You’re almost there. Import tags from @lezer/highlight and use tags.comment rather than the string 'comment'.

It works! sigh Thank you very much.

One more query, if you don’t mind. It’s a 2-parter.

Your answer works for pre-existing tags (like “comment”). The language I’m highlighting requires a lot of custom tags. I’ve been able to get custom tags working by modifying the code in the ways outlined below. My question: are my modifications below the proper way to handle custom tags? Specifically, I’ve attached my custom tags to a custom field in the simpleMode object. Is this the expected storage method?
EDIT: I tried defining the Tags directly within the HighlightStyle.define and it didn’t work.

Also, while the language uses “#” to start a “lineTags” rule, it allows escaping “#” (“\#”) to avoid the rule. My understanding is that lookbehind is disabled, so my escape-character check, below, requires the text to have a throwaway space character before “#”, unless the “#” is escaped. My question: is what I’ve done the best way to handle escape-characters when using simpleMode objects?

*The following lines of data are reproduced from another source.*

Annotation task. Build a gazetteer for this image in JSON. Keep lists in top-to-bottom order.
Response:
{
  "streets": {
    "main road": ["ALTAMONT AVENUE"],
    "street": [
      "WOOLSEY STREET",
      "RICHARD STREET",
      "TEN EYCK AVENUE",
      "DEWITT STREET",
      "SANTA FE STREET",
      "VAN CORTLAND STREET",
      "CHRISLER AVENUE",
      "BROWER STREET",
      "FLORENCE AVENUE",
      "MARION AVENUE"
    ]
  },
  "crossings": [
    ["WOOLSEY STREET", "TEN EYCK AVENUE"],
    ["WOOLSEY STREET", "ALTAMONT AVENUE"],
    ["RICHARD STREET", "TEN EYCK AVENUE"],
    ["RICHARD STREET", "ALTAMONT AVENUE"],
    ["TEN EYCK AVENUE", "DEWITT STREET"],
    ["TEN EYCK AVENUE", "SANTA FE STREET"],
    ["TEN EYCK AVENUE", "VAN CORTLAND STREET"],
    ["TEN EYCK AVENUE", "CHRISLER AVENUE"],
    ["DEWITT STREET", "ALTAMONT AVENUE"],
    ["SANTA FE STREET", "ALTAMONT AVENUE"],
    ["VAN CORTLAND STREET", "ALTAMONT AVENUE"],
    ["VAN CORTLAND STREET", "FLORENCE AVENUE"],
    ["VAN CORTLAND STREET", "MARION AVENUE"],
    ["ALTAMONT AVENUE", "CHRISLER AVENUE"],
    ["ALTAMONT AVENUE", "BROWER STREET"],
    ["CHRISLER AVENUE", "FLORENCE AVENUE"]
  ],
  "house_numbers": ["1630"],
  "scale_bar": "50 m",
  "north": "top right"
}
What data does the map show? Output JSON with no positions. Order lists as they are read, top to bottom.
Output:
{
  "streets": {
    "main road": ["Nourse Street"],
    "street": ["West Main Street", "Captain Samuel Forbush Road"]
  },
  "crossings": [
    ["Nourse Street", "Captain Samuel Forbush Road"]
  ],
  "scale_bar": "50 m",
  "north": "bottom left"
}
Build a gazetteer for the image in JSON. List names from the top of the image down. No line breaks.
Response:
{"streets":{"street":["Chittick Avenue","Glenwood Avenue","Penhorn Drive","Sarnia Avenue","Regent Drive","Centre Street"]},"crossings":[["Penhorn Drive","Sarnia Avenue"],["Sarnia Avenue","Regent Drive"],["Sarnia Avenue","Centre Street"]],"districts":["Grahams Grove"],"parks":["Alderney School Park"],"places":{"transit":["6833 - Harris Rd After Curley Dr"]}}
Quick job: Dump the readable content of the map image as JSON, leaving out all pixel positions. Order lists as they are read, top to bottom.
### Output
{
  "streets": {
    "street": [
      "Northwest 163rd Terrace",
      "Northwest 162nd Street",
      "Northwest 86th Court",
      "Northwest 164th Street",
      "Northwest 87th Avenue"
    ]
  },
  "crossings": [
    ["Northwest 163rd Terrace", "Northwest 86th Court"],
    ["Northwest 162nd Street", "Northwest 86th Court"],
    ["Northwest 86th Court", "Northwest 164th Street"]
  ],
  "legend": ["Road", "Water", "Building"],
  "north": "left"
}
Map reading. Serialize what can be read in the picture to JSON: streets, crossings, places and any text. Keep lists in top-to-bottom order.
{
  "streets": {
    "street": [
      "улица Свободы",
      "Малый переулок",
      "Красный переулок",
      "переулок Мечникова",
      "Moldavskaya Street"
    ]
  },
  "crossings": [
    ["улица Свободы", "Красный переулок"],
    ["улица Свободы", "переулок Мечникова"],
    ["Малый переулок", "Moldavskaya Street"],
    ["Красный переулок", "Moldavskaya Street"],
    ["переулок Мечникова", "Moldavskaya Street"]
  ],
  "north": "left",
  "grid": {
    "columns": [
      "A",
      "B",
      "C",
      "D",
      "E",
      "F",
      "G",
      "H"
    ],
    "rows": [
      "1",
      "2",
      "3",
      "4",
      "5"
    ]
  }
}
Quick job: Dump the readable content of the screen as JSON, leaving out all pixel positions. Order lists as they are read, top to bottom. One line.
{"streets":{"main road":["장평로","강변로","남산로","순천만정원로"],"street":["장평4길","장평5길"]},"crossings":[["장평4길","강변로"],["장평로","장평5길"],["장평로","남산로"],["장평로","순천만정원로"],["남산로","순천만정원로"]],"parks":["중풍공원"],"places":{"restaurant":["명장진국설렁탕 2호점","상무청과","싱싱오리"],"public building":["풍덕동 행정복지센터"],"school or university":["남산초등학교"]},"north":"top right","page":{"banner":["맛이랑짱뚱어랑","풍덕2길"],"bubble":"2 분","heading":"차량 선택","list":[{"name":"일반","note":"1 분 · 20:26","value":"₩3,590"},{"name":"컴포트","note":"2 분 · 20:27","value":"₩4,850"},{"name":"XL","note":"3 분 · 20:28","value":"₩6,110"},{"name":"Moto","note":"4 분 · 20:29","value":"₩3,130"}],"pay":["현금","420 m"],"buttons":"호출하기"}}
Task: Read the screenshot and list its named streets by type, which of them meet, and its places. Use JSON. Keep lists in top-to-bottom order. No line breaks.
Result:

  1. I imported Tag from @lezer/highlight
import { Tag } from "@lezer/highlight";
  1. I added a new language-specific rule:
const inkSimpleMode = simpleMode({
 start: [
   { regex: /\/\/.*/, token: 'comment' },
   { regex: /[^\\]#.*/, token: 'lineTags' },
 ]
});
  1. I created a new Tag object for each rule in the simpleMode object and attached them to the simpleMode object. (This is mainly what I’m asking about):
inkSimpleMode.tokenTable = { comment: Tag.define(), lineTags: Tag.define() };
  1. I used tags I created in step 3 for the HighlightStyle.define:
  HighlightStyle.define([
    { tag: inkSimpleMode.tokenTable.comment, class: 'ink-comment' },
    { tag: inkSimpleMode.tokenTable.lineTags, class: 'ink-lineTags' },
  ]));

I have an answer to my first question:
I had assumed, since “tokenTable” is created and added to the simpleMode object by hand, that it was a convenient storage place for custom Tag objects. However, experimentation has shown that it is not only necessary, but MUST be in place before the simpleMode object is passed into StreamLanguage.define(), or the highlighting doesn’t work.

I retroactively found this thread, where CodeMirror was patched to add support the optional “tokenTable” for “streamParser” objects. It looks like the “simpleMode” method generates a kind of “streamParser” object, so this all fits.

Make some other token match escaped characters, so that they are consumed before other tokens are matched against them.

Ah, of course. Thank you again.

So like this:

Adding “token_pound” to the simpleMode, but not to the tokenTable or HighlightStyle.define.

const inkSimpleMode = simpleMode({
 start: [
   { regex: /\/\/.*/, token: 'comment' },
   { regex: /\\#.*/, token: 'token_pound' },
   { regex: /#.*/, token: 'lineTags' },
 ]
});

(Note - I’m being extra-explicit for posterity. I hope this is helpful to others.)

Actually “token_pound”, needs to be in tokenTable as well. Just not HighlightStyle.define. Otherwise there are console warnings whenever the rule is used.

I believe you can give a token a null ("") tag if you don’t want to highlight it. Also, depending on the language, a generic ‘escaped character’ token might make more sense than a specific one per character.

Yes, that is much nicer. So the below version is the best as it is simple and universal (the first rule handles ALL escape characters).

const inkSimpleMode = simpleMode({
 start: [
   { regex: /\\./, token: null },
   { regex: /\/\/.*/, token: 'comment' },
   { regex: /#.*/, token: 'lineTags' },
 ]
});